How often should I brush my cat’s teeth?

Both Dr. Coates and Dr. Lambrecht recommend cat parents brush their cats’ teeth daily. After a few days without brushing, the plaque on your cat’s teeth can harden into tartar — which is even more difficult to remove.

If you can’t commit to brushing daily (some cats will put up a fight no matter what you do!), aim to brush your cat’s teeth at least three times a week.

“A missed day here or there isn’t a problem, but anything less than every other day gives plaque a chance to harden into tartar that can only be removed by a veterinarian,” Dr. Coates said.

What You’ll Need To Brush Your Cat’s Teeth

“A very soft, small brush or fingertip brush usually works the best,” Dr. Lambrecht said.

Toothbrushes designed for cats typically have softer bristles as well as a longer handle and an angled head to make it easier for you to get in there (without risking your fingers).

Try this Virbac C.E.T. cat toothbrush from Chewy for $5.99

Try this Vetoquinol Enzadent cat toothbrush from Chewy for $4.99

Some cat toothbrushes can even be placed on your finger, which makes it easier to get those hard-to-reach places.

Try this finger brush from Chewy for $4.46

If your cat hates any cat toothbrush you try, you can use a clean washcloth and then transition to a toothbrush once he becomes more comfortable.

You’ll also want to buy toothpaste made specifically for cats, which is safe for them to swallow. (Never use regular human toothpaste while brushing your cat’s teeth as it can be toxic!)

Try this VIRBAC cat toothpaste from Chewy for $10.38

How to brush your cat’s teeth step by step

  1. Place your cat on your lap facing away from you.
  2. Dab your finger in a food or treat with a flavor that your cat likes (like canned tuna) and gently run your finger along his teeth.
  3. When your cat becomes comfortable with your finger, you can begin brushing.
  4. Gently tilt your cat’s head back at a 45-degree angle.
  5. While your cat’s mouth is closed, gently lift up his lips to start brushing his teeth carefully, focusing on the outside of the teeth and near the gums. To start, “only brush the outside of [the] cat’s teeth as tartar and lesions are uncommon on the tongue side,” Dr. Lambrecht said.
  6. Aim to brush for at least 30 seconds on each side. If your cat is uncomfortable during the process, take breaks between brushing every few teeth. “Constant praise for good behavior and a treat afterwards certainly helps, too,” Dr. Coates said.

Cat dental treats

Cat dental treats are a good way to maintain clean teeth in between brushing. They have a crunchy texture that works to remove tartar buildup and can be fed daily. Plus, cats love them!

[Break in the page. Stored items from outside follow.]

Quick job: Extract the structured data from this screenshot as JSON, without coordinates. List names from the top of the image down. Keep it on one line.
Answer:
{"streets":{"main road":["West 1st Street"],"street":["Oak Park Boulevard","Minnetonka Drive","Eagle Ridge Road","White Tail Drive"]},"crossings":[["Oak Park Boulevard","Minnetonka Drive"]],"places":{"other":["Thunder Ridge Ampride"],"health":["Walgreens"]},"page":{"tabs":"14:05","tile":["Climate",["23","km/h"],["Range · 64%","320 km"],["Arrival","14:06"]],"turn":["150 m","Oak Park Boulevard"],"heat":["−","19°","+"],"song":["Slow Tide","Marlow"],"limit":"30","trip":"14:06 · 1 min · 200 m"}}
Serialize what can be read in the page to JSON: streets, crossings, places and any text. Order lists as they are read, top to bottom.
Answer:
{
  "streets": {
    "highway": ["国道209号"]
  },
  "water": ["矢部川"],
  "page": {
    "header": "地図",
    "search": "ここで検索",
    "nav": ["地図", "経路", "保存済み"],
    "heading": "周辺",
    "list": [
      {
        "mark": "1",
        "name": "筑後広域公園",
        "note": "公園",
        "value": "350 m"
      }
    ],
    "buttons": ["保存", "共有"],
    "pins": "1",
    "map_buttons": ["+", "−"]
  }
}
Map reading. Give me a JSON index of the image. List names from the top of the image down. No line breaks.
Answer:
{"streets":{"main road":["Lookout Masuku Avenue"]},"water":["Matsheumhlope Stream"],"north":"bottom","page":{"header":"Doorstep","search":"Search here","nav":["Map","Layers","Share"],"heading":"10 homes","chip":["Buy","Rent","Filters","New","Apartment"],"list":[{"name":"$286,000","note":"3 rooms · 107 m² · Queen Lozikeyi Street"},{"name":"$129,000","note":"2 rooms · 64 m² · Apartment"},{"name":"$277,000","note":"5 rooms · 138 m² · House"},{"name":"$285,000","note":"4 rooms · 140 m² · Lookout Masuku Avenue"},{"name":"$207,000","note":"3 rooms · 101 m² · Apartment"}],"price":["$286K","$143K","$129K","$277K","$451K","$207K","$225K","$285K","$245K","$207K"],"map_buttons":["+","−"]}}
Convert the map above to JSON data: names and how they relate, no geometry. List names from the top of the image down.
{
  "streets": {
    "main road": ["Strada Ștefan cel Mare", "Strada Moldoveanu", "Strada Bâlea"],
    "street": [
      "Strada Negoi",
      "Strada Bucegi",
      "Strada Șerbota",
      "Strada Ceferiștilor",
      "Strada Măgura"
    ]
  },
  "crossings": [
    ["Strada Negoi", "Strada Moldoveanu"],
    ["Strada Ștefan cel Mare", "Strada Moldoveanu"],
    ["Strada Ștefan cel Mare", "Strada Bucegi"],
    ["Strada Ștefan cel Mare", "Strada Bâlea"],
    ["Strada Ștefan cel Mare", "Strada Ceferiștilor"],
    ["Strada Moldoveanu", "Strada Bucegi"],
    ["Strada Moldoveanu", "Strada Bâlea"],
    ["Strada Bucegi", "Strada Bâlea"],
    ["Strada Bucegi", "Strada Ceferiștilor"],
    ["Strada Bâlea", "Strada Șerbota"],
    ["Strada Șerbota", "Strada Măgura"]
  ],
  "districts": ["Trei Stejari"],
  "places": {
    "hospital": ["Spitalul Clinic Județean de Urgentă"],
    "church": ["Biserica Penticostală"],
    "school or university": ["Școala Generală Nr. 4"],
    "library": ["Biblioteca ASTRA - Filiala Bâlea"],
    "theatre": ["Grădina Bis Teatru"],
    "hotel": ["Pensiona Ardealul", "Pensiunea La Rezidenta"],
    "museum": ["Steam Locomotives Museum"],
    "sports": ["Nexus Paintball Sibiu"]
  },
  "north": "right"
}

Try Greenies feline dental treats from Amazon for $4.49

Tips to keep in mind

It’s best to start brushing your cat’s teeth when he is still a kitten. Introducing a toothbrush to an older cat may take longer for him to get used to.

“You can start brushing a kitten’s teeth as soon as 8 to 10 weeks of age so they grow up with the process being a normal part of their lives,” Dr. Coates said.

Be sure to rinse the toothbrush after brushing and replace the toothbrush every three months. Also don’t forget to thoroughly wash your hands after brushing your cat’s teeth. A cat’s mouth has a ton of bacteria that you wouldn’t want to spread!

Do cats need their teeth professionally cleaned on a regular basis?

Yes! You know how you still need to go to the dentist even though you brush your teeth every day? The same goes for your cat.

Besides at-home brushing, you should also take your cat to the vet for a professional dental cleaning once a year.

And if your vet notices plaque, tartar, redness or swelling during a routine checkup, your cat will need the pros to get his teeth back to pearly white.

But between vet visits and regular cleanings, your cat could show some signs at home that he needs his teeth professionally cleaned, like:

  • Bad breath
  • Difficulty eating or chewing
  • Refusing to eat
  • Drooling
  • Yellow or brown tartar on his teeth

If your cat shows any of the above signs, you should contact your vet.

But if you stay on top of brushing your cat’s teeth and keep up with his annual cleanings, you’ll give your cat the best chance at having healthy teeth — and healthy teeth means a healthy cat!